» Instructions to follow:
Below are some entries. Copy each line that holds the string "stream".

» Task material:

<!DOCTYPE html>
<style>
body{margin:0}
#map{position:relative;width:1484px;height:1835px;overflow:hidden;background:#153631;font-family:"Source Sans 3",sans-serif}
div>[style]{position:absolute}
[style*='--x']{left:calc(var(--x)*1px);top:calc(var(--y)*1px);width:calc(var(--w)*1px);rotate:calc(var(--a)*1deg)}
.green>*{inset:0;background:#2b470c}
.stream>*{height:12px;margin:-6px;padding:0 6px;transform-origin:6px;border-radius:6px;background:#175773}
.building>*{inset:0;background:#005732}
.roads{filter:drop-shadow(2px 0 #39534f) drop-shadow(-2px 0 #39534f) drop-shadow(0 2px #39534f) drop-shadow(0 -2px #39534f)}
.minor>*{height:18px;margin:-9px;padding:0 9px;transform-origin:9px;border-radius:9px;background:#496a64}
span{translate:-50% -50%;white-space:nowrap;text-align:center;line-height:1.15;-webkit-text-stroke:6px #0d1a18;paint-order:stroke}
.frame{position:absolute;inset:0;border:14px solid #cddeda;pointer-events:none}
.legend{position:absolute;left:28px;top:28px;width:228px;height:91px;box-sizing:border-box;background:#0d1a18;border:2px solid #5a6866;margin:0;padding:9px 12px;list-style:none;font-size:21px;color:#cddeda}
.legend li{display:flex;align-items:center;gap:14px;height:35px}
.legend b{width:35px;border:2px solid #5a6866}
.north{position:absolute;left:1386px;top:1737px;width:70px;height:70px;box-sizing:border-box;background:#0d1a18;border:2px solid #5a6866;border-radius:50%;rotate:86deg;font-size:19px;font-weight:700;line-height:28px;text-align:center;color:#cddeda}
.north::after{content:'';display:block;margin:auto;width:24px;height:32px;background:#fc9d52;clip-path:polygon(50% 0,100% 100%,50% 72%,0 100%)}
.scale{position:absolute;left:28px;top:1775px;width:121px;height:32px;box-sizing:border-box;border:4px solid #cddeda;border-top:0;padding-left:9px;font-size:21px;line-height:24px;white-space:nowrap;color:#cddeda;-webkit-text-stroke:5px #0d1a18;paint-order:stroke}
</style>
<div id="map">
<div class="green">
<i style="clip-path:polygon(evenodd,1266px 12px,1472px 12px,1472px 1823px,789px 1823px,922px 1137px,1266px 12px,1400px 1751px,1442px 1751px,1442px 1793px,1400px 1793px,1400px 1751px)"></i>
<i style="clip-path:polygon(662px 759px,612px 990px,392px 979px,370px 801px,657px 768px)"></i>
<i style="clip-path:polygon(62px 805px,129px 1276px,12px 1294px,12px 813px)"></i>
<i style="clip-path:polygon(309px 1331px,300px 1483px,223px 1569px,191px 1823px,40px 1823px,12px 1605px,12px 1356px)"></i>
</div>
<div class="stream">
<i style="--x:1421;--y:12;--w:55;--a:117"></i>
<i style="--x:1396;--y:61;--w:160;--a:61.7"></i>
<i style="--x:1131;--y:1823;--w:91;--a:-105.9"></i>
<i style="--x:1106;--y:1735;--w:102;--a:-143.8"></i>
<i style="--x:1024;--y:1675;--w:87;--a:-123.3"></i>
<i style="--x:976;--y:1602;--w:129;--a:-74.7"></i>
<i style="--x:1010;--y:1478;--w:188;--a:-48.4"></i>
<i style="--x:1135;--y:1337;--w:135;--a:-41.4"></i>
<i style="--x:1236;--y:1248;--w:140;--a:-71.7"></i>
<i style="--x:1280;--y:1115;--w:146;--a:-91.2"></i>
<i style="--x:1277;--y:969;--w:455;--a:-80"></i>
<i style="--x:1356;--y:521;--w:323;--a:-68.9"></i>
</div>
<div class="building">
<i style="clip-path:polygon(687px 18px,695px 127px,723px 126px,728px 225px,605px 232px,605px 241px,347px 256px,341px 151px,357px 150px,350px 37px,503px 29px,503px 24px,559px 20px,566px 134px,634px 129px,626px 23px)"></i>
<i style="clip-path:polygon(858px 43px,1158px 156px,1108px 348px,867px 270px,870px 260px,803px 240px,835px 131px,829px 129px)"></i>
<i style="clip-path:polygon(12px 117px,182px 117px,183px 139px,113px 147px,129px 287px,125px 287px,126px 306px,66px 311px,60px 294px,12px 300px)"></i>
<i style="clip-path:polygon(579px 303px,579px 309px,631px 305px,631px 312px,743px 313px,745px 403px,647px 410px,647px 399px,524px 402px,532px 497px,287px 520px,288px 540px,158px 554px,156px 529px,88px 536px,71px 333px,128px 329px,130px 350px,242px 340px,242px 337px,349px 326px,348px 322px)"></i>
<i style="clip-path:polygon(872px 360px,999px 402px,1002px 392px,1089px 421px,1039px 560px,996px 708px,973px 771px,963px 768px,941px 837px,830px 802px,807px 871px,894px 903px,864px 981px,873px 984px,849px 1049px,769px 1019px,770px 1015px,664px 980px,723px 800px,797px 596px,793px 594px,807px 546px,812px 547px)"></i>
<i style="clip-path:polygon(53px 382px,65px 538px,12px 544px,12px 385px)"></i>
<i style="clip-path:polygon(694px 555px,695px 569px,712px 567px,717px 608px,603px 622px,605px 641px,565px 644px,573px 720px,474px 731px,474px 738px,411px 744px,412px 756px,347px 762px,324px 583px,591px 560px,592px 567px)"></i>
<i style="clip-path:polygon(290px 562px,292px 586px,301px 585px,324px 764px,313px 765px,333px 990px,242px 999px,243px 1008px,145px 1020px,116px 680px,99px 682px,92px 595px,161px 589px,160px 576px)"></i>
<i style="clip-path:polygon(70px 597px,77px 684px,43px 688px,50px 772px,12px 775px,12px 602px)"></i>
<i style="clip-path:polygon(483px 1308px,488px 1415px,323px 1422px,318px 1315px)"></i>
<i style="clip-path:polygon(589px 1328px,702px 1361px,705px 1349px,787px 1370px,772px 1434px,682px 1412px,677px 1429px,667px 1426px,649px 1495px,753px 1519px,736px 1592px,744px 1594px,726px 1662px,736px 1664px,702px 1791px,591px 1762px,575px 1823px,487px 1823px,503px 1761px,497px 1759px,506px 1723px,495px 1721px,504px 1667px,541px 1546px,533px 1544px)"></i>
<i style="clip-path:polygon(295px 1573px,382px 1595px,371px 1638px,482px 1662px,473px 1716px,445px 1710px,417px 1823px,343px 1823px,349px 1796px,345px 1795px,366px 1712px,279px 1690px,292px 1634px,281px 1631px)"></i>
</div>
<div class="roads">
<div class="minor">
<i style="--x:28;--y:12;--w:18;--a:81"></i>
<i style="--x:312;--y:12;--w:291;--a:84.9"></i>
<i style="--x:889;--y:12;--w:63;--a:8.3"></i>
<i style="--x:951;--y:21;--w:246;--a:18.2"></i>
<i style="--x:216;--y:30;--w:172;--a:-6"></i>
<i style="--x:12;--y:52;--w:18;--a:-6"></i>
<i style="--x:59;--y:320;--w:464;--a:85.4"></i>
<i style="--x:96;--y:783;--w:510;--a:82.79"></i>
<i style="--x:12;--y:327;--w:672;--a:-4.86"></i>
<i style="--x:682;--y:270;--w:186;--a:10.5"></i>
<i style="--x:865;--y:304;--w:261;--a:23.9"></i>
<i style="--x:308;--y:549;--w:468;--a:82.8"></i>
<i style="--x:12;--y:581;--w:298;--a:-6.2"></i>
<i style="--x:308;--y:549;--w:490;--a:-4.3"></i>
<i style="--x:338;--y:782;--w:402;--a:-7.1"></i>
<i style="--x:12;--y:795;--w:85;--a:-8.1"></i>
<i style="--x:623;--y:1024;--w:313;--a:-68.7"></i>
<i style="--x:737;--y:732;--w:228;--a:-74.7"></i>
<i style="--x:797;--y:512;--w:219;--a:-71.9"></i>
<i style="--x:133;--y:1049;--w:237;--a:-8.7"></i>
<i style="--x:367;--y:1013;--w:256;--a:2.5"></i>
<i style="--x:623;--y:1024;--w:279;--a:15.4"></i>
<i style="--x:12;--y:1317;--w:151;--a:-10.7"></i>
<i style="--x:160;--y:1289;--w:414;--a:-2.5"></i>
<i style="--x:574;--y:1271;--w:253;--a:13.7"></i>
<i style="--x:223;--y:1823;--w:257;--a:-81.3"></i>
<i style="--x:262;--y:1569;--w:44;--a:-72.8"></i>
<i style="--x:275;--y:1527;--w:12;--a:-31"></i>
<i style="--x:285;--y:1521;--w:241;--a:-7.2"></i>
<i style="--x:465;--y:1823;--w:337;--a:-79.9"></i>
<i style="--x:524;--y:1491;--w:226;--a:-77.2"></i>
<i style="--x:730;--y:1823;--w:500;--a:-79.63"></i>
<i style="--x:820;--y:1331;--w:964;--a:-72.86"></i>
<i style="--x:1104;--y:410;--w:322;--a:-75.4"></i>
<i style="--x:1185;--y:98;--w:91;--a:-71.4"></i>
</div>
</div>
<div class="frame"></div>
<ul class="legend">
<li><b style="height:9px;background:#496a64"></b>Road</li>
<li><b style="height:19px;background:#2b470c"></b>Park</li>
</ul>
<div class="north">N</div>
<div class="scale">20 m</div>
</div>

» Exercise response:
.stream>*{height:12px;margin:-6px;padding:0 6px;transform-origin:6px;border-radius:6px;background:#175773}
<div class="stream">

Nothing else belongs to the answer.